Los libros de David Ebershoff han cosechado múltiples premios. Su novela debut, La chica danesa, está inspirada en la vida de Einar Wegener, el primer hombre que, en 1931, se sometió a una operación para cambiar de sexo. A continuación, presentamos como adelanto editorial el primer capítulo de esta novela.

 

POR DAVID EBERSHOFF

 

Primera parte. Copenhague, 1925

1

            Su mujer fue la primera en saberlo.
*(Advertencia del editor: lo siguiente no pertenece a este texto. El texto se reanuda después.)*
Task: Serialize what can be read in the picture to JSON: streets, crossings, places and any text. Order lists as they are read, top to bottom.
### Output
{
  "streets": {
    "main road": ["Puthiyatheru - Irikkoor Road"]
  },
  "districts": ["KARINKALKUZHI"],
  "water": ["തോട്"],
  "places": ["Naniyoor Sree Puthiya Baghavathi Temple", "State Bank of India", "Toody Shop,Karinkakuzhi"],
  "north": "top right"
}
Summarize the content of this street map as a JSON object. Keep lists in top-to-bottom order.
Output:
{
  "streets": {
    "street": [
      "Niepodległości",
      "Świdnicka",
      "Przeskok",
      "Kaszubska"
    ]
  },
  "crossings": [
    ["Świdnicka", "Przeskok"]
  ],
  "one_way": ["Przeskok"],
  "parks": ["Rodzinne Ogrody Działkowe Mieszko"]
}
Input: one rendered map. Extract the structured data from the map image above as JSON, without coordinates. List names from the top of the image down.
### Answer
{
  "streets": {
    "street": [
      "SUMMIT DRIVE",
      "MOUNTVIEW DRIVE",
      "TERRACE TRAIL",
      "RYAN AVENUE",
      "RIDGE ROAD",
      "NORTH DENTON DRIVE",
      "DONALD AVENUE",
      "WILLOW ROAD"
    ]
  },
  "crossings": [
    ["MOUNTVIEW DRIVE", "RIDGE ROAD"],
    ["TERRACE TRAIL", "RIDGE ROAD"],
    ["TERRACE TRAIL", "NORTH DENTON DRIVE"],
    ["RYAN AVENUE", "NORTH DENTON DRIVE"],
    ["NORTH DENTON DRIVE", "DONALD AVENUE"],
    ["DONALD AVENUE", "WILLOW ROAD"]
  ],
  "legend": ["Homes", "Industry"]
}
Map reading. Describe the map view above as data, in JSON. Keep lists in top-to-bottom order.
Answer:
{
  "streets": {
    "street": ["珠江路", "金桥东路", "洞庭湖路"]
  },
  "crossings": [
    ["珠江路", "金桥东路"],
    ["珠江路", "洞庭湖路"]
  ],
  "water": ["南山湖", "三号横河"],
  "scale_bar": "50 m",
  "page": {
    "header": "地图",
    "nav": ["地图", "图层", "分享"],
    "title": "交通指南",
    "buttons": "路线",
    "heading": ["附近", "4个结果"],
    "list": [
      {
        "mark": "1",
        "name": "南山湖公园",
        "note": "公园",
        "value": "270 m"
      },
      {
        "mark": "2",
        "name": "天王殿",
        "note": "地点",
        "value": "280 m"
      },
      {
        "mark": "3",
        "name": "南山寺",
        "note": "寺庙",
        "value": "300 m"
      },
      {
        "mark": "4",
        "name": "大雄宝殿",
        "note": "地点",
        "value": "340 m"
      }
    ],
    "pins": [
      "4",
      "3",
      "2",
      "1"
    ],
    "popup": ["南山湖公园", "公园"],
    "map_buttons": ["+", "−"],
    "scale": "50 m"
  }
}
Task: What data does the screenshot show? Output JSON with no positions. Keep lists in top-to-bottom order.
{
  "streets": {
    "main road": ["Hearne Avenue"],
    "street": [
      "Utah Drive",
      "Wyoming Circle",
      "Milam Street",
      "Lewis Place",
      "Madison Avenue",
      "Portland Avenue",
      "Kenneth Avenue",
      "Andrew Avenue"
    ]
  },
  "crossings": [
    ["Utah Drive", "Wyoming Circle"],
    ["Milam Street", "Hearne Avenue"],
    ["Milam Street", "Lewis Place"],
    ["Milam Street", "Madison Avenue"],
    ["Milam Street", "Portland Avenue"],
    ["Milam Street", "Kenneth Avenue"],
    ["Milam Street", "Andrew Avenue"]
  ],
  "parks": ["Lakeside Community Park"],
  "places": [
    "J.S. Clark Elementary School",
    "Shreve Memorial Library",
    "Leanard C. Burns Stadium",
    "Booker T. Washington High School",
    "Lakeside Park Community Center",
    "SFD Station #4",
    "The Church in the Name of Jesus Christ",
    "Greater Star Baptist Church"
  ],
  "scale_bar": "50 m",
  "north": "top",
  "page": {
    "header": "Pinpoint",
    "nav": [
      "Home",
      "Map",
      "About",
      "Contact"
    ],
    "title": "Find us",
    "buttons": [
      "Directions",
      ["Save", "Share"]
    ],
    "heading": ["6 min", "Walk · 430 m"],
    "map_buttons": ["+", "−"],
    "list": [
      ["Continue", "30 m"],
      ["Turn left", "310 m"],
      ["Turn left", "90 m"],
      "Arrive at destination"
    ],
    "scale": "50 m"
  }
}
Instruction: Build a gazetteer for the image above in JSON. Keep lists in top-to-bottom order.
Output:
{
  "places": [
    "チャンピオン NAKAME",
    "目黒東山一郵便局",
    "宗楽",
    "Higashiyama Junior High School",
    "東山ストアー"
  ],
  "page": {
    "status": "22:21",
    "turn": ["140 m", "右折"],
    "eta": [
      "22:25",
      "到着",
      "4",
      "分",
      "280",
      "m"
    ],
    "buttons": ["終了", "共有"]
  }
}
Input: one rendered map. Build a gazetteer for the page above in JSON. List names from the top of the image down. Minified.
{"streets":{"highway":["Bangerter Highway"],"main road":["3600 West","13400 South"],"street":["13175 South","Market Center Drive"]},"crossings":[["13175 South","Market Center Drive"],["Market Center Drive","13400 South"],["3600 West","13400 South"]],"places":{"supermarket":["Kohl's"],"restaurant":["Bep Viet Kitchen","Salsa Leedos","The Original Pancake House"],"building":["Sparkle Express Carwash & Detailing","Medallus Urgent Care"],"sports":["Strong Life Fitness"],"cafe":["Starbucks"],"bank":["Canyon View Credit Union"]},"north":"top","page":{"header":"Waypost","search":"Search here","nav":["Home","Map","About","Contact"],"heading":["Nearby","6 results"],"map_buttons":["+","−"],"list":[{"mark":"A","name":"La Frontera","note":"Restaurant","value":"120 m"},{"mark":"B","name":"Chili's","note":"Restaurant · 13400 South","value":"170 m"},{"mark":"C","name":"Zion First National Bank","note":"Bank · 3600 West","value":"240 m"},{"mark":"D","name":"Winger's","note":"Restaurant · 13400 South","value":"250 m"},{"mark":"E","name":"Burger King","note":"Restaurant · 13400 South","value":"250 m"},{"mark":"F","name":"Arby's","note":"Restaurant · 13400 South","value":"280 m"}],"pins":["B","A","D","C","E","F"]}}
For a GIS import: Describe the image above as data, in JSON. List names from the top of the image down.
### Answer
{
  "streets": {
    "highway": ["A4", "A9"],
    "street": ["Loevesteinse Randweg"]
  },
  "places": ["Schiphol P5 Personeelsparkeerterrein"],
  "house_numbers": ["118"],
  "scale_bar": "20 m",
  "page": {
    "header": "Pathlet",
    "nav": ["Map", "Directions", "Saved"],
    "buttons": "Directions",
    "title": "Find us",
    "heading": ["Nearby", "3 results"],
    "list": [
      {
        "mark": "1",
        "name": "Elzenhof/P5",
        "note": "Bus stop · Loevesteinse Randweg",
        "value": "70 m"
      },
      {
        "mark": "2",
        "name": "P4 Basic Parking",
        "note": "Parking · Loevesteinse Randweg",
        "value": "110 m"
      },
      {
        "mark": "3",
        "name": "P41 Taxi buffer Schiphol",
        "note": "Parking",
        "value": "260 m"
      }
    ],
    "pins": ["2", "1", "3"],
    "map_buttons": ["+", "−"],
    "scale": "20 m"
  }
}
–¿Me harías un pequeño favor? –le preguntó Greta desde el dormitorio la primera tarde–. ¿Me echaría una mano un momento?

–Por supuesto –dijo Einar con los ojos fijos en el lienzo–, lo que haga falta.

Era un día frío; una brisa gélida llegaba del Báltico. Estaban en su apartamento de la Casa de las Viudas, y Einar, bajito y que aún no había cumplido los treinta y cinco años, pintaba de memoria. Una escena invernal de Kattegat. El agua negra estaba salpicada de espuma blanca y era cruel, la tumba de cientos de pescadores que volvían a Copenhague con su salado botín. El vecino de abajo era marinero, tenía la cabeza en forma de bala y maldecía a su mujer. Cuando Einar pintaba el rizo gris de cada ola, se lo imaginaba ahogándose mientras su voz aguardientosa seguía llamando puta de puerto a su mujer. Así era como Einar acertaba con la mezcla exacta de colores: lo bastante gris para tragarse a un hombre como aquél, para envolver como una masa de pastel su ronca voz que se hundía.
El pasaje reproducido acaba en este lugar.